Desde o início da pandemia de coronavírus no Brasil, quando as primeiras recomendações para ficar em casa começaram a aparecer, a convivência familiar e conjugal entrou em pauta principalmente nas redes socais. Enquanto muitos ainda brincavam de se questionar como iriam viver semanas ou até meses confinados com seus cônjuges ou parentes, alguns criticavam essa postura ou se preocupavam com aqueles que não possuíam boas relações com quem dividem a casa.

O fato é que a situação, como tudo o que envolve a pandemia, não promete ser fácil. Uma prova disso foi que na China, onde as pessoas agora começam a sair do isolamento e voltar à atividade, a cidade de Xi’an, na província de Shaanxi, e outras localidades têm registrado recordes nos pedidos de divórcio, segundo informações da BBC Brasil.

De acordo com a terapeuta familiar sistêmica Fernanda Seabra, isso acontece porque, nesse momento em que nos voltamos para o interior de nossas casas e de nossos seres, passamos a ter contato com o que antes não estávamos prestando a devida atenção. Ao mesmo tempo em que nos damos conta da nossa vulnerabilidade e falta de controle diante de um vírus, temos que nos engajar em atividades que antes estavam diluídas no cotidiano e numa dinâmica relacional intensa com as pessoas com quem partilhamos o teto.

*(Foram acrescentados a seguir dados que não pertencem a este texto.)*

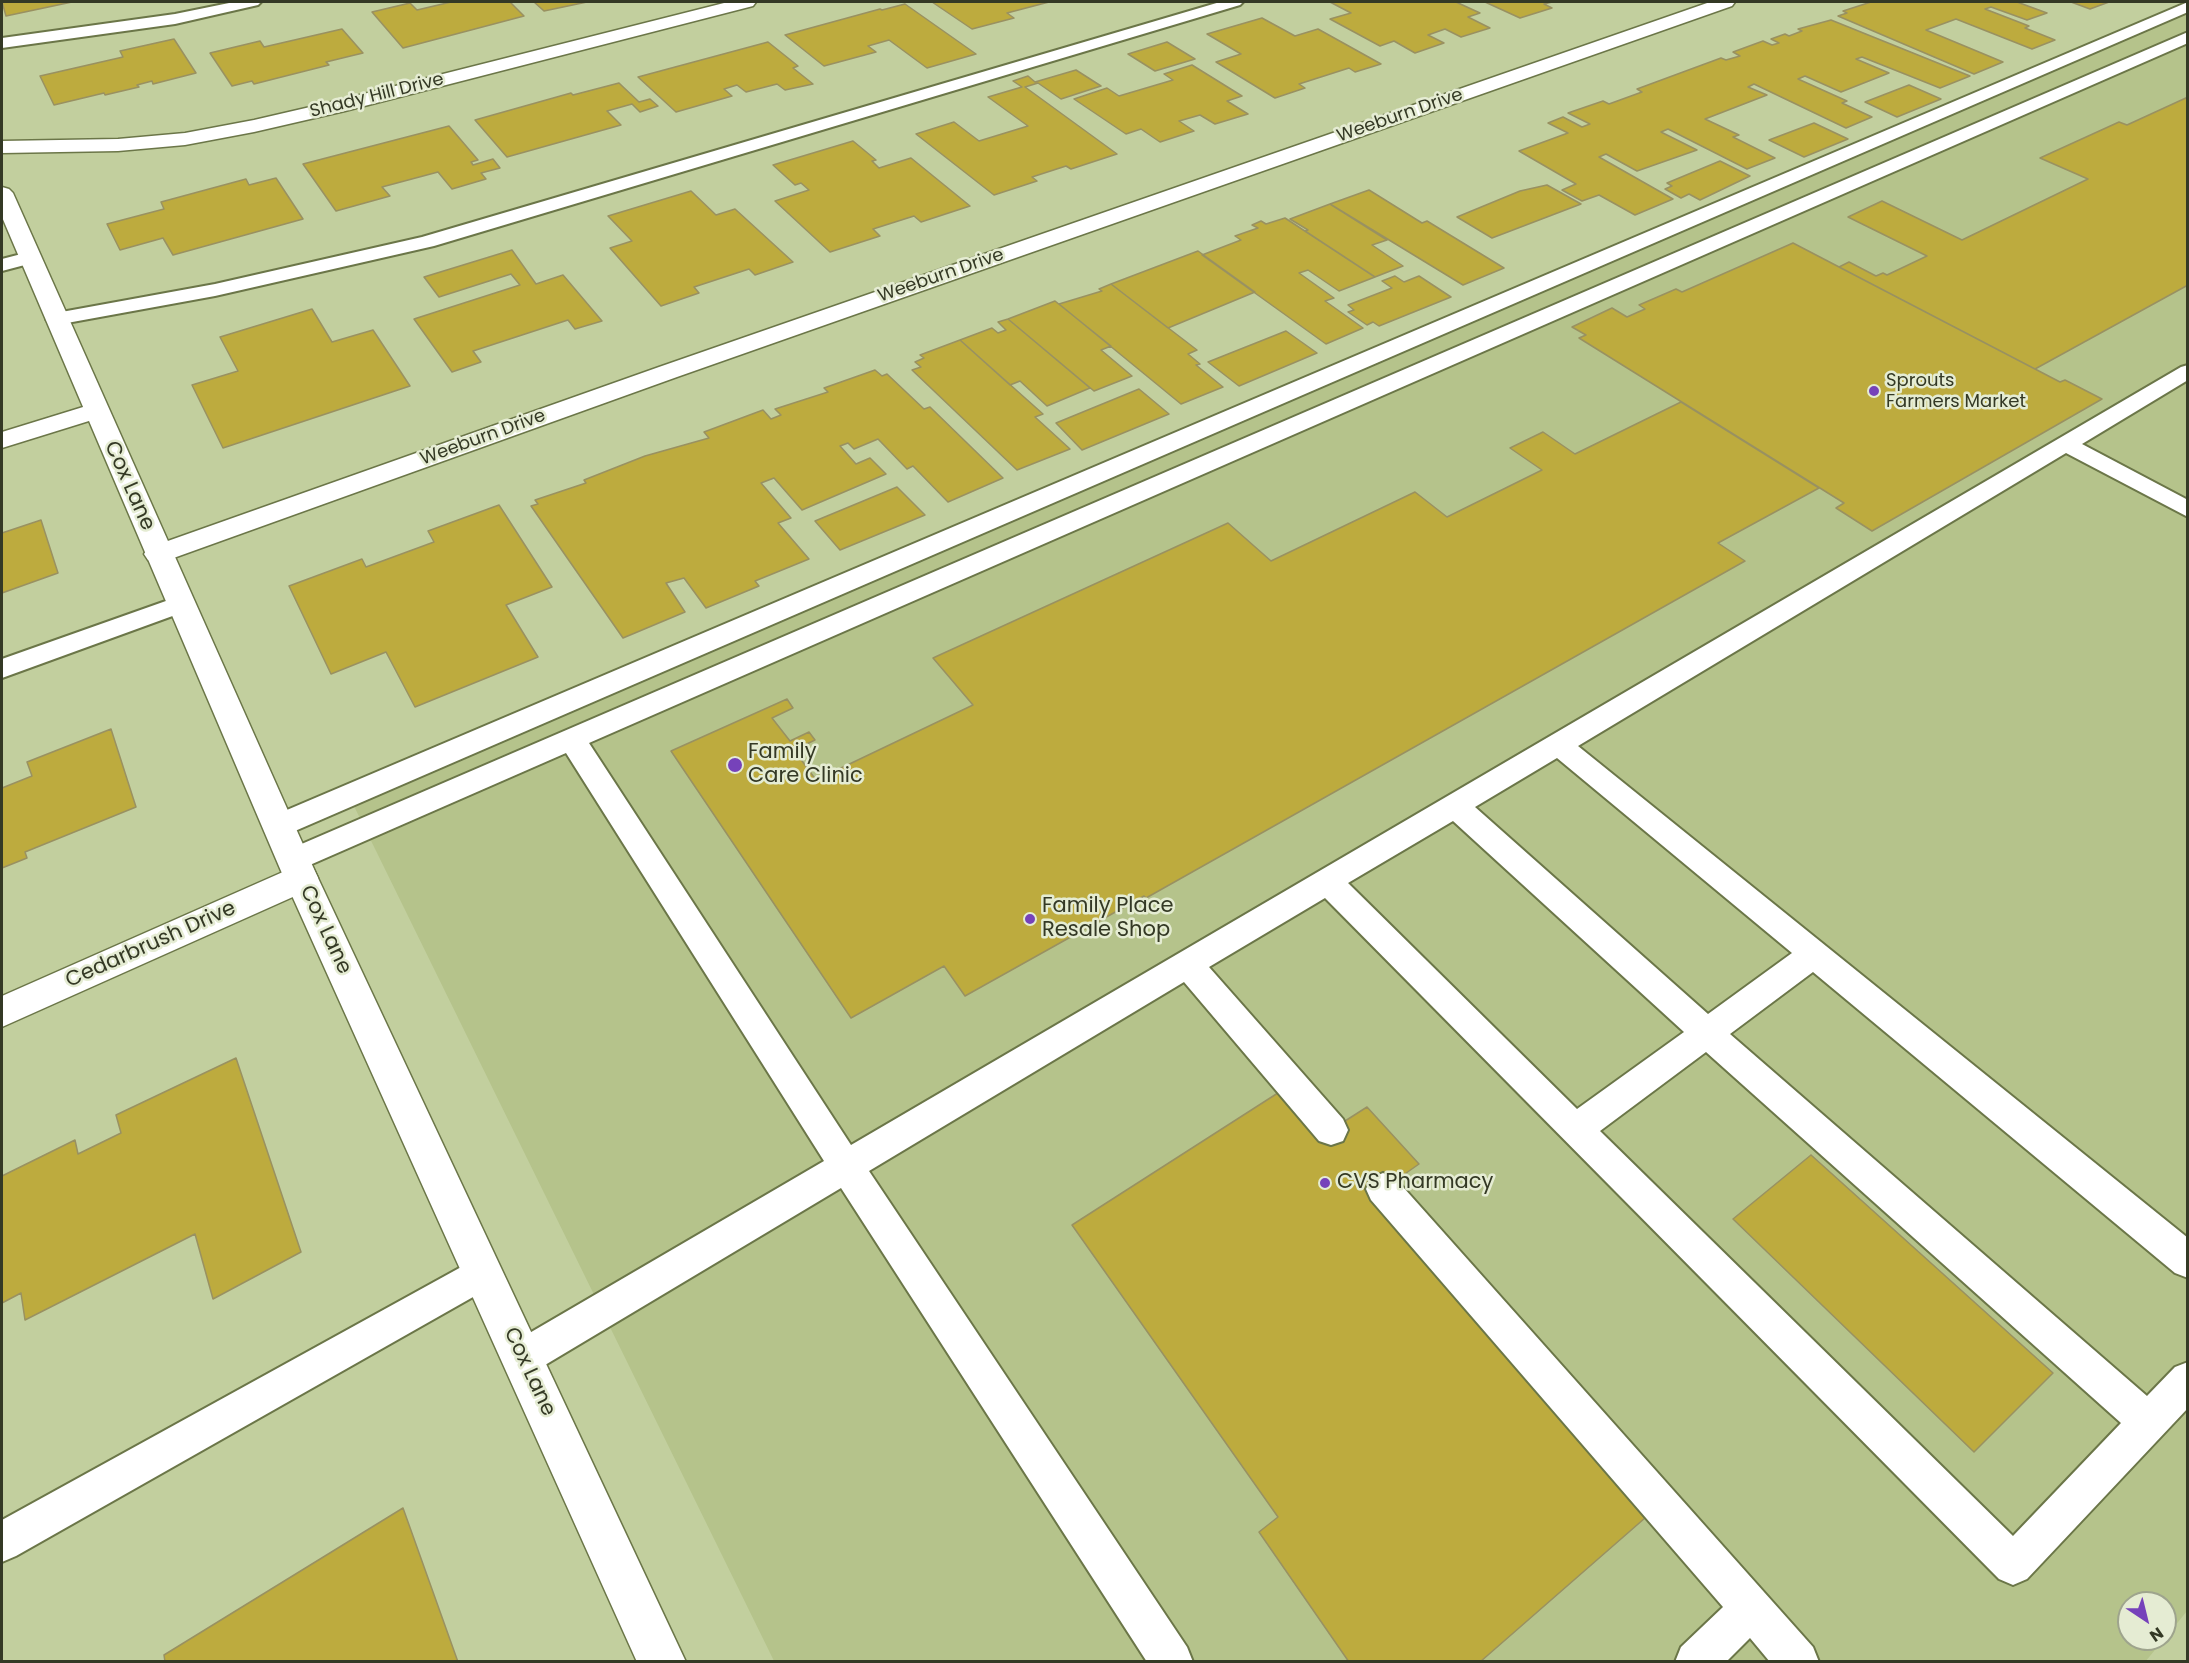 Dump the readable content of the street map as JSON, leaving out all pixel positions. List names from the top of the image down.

Nesse contexto, as diferenças vêm à tona e a intensidade das relações gera atritos e conflitos maiores entre os confinados. Assim, pessoas que já não possuíam bom convívio familiar ou conjugal vivenciam os aspectos negativos de maneira mais intensa e frequente, o que pode levar a crises familiares ou conjugais.

Em casos mais graves, a situação não só gera crise, mas ultrapassa os limites e atinge o ponto da violência doméstica. Prova disso foi que, nas primeiras semanas de distanciamento social voluntário no Rio de Janeiro, a Justiça carioca registrou aumento de 50% dos casos de violência dentro dos lares.

Nos casos de violência, a saída é denunciar e buscar proteção da lei e do Estado, especialmente nesse momento delicado que tende a confinar no mesmo espaço vítima e agressor.

Entretanto, nos casos de conflitos e crises corriqueiras, esse momento pode ser uma oportunidade para as famílias e casais. Como pontua Fernanda, este  é um momento excelente para que as pessoas conversem, repensem e recontratem suas relações, além de estabelecer rotinas e limites junto a si mesmos, filhos ou outros sob seus cuidados.

Porém, tudo isso fica a cargo das pessoas e das intenções delas nas relações. Para a psicóloga Maria Bernadete Viana, só possibilitam crescimento e desenvolvimento dos envolvidos, aqueles conflitos que acontecem em ambientes que permitem condições de expressão e trabalho das diferenças.

Com espaço para se expressarem e exercerem suas diferenças, é possível que habitantes da mesma casa divirjam, mas sejam capazes de se acolherem nesse momento que é tão delicado. Caso as pessoas não estejam voltadas para esse acolhimento e convivência das diferenças, é provável que seu sofrimento e solidão sejam ainda maiores, ocasionando uma real sensação de confinamento.